Heute hat das Museum keine große Bedeutung mehr für die lokale Kunstszene. Da der Direktor vom Kulturminister eingesetzt wird, wechselt die Ausrichtung des Museums mit jedem politischen Umschwung. Nach den Unruhen während der Präsidentschaftswahlen 2009, der sogenannten Grünen Revolution, haben Künstler und Galeristen mit dem Museum gebrochen.

Private Galerien dominieren das Kunstgeschehen

Seitdem dominiert die wachsende Szene privater Galerien das Kunstgeschehen. Die schon 1999 von Omid Tehrani gegründete Galerie Assar behauptet sich weiterhin in der zeitgenössischen Kunstszene. Ihr Schwerpunkt liegt auf der Malerei, immer noch das beliebteste und im Verkauf ertragreichste Medium in Iran.
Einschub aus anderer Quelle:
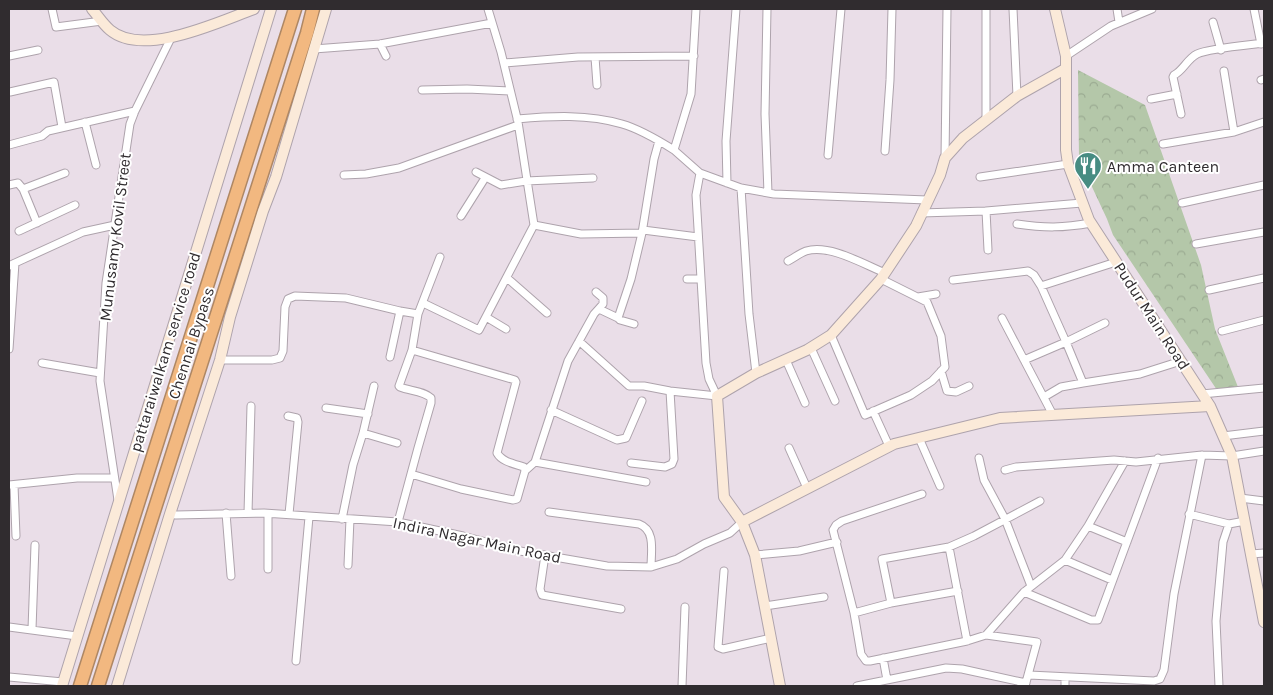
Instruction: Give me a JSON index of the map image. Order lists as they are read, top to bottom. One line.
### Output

Seit 2009 zeigt und verkauft die Galerie Aaran unter der Leitung von Nazila Noebashari sehr erfolgreich junge iranische Kunst – was es ihr erlaubt, auch experimentelle und konzeptionelle Ansätze auszustellen. Jüngere Galerien punkten durch gute räumliche Bedingungen und einen Blick fürs Besondere: So ist die 2014 gegründete Galerie O nicht zuletzt aufgrund ihrer White-Cube-Räumlichkeiten unter den Künstlern sehr beliebt und ermöglicht Ausstellungen mit institutionellem Charakter. Auch in der 2015 von Behzad Nejadghanbar eröffneten Galerie Emkan stellen Kreative der älteren wie jüngeren Generation gerne aus. Ihr Programm beinhaltet sowohl selten gezeigte Werke aus den 1960er und 70er Jahren – etwa von Farshid Maleki und Leyly Matine-Daftary –, als auch zeitgenössische Positionen wie die des aufstrebenden Fotografen Mohammad Ghazali oder der Neueinsteigerin Maryam Espandi.

Ein wachsender Kunstmarkt verlangt nach kaufkräftigen Sammlern, die in Teheran zum Teil über ihre Sammlertätigkeit hinaus aktiv die zeitgenössische Kunst fördern. So zum Beispiel der Sammler Fereydoun Ave – selbst ein bekannter Künstler –, der seit vielen Jahren junge Kollegen unterstützt, indem er ihre Werke kauft, Ausstellungen kuratiert und Künstlerbücher produziert. Aber auch der junge Sammler Hamid Reza Pejman, der 2015 die Pejman Foundation gründete, um Ausstellungen, Vorträge und Künstlergespräche zu organisieren. Sie sind bisher jedoch die Ausnahme.

Die renommierte Zeitschrift "Herfeh Honarmand" kämpft ums Überleben

Die Expansion der zeitgenössischen Kunstszene in Iran ist auch durch die wirtschaftliche Entwicklung der letzten Jahre zu erklären. Der iranische Publizist Sohrab Mahdavi spricht von einem neoliberalen Schub, der sogar während der von Sanktionen geprägten Regierungszeit Mahmoud Ahmadinedschads 2005 bis 2013 anhielt – angetrieben durch profitable Devisen- und Ölgeschäfte. Teheran verändert sich. Wie, das beschreibt und verarbeitet die Künstlerin Nazgol Ansarinia in ihren Werken: Die noch verbliebenen alten Viertel werden abgerissen, Shoppingmalls sprießen aus dem Boden, Bauungetüme mit undurchsichtigem Investitionshintergrund.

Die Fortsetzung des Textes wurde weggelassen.